▸ **Given data**
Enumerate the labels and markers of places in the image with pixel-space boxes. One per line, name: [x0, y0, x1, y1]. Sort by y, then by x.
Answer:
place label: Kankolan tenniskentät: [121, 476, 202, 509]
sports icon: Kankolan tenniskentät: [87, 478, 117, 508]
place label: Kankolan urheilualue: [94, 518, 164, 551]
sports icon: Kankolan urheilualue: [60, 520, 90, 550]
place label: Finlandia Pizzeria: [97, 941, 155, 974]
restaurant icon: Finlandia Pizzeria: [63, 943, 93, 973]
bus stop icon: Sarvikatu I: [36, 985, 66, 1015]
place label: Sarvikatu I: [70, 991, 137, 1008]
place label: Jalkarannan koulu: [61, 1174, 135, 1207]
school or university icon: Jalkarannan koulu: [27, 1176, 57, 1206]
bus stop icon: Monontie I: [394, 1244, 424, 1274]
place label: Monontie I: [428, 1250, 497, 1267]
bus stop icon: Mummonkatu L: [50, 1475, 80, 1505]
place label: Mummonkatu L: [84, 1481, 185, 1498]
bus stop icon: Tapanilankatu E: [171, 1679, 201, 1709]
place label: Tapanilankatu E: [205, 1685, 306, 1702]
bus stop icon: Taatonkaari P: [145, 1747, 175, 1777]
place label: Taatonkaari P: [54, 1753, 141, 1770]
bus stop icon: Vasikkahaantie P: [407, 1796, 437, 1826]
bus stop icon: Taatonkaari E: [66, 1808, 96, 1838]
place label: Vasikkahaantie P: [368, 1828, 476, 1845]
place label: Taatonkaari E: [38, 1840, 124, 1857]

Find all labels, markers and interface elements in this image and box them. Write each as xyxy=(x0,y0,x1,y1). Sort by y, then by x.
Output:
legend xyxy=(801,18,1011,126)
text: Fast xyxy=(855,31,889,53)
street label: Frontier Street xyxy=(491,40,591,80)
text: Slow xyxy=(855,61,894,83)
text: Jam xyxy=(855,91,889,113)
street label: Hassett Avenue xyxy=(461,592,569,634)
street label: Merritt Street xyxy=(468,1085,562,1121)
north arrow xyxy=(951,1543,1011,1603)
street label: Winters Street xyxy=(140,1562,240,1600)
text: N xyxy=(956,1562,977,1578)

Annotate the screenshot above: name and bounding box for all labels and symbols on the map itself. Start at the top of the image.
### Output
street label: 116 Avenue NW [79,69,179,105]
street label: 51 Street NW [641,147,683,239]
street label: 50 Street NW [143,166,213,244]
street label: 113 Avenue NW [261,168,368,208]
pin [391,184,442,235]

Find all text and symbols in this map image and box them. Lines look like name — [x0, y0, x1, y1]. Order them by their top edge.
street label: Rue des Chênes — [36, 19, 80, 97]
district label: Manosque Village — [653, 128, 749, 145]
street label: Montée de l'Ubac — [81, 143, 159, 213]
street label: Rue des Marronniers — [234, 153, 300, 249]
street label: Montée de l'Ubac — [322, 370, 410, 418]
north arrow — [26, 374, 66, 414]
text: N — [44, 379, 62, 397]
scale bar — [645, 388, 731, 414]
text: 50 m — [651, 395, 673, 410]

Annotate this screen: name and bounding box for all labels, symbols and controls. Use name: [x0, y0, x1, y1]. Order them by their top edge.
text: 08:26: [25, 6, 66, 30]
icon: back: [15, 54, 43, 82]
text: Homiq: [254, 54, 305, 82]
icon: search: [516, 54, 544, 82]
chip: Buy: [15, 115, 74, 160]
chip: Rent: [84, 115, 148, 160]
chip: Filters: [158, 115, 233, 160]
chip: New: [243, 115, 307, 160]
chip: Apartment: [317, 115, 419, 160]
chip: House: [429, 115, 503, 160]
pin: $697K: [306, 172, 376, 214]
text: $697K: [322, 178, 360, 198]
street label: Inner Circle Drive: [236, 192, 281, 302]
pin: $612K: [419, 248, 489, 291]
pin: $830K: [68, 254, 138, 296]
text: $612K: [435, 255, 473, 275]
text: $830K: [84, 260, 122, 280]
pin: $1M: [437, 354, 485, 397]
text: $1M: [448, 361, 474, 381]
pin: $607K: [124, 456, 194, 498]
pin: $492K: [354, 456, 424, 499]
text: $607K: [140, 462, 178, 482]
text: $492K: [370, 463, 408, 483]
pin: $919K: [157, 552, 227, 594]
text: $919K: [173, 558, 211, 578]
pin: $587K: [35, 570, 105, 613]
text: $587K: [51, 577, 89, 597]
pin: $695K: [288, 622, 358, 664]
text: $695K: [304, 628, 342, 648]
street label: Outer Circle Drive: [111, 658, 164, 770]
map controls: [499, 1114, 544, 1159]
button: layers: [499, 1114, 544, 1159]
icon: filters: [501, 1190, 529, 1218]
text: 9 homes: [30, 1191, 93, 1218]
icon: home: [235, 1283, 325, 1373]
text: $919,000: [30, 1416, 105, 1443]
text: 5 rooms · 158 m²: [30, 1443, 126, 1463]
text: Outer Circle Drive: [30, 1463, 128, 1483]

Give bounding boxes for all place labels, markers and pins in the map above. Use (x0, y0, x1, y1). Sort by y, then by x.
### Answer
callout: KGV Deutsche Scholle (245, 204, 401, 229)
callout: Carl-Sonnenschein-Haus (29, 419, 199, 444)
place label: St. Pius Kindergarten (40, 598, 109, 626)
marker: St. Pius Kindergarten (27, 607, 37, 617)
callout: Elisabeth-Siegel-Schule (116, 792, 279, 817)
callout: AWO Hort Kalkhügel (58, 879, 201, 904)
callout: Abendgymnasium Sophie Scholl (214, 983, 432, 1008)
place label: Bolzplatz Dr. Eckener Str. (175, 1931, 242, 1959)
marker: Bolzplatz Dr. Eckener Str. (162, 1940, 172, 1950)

▸ **Your goal**
Return a copy of each line in the entries that contains "boxes".

▸ **Response for this exercise**
Enumerate the labels and markers of places in the image with pixel-space boxes. One per line, name: [x0, y0, x1, y1]. Sort by y, then by x.
Give bounding boxes for all place labels, markers and pins in the map above. Use (x0, y0, x1, y1). Sort by y, then by x.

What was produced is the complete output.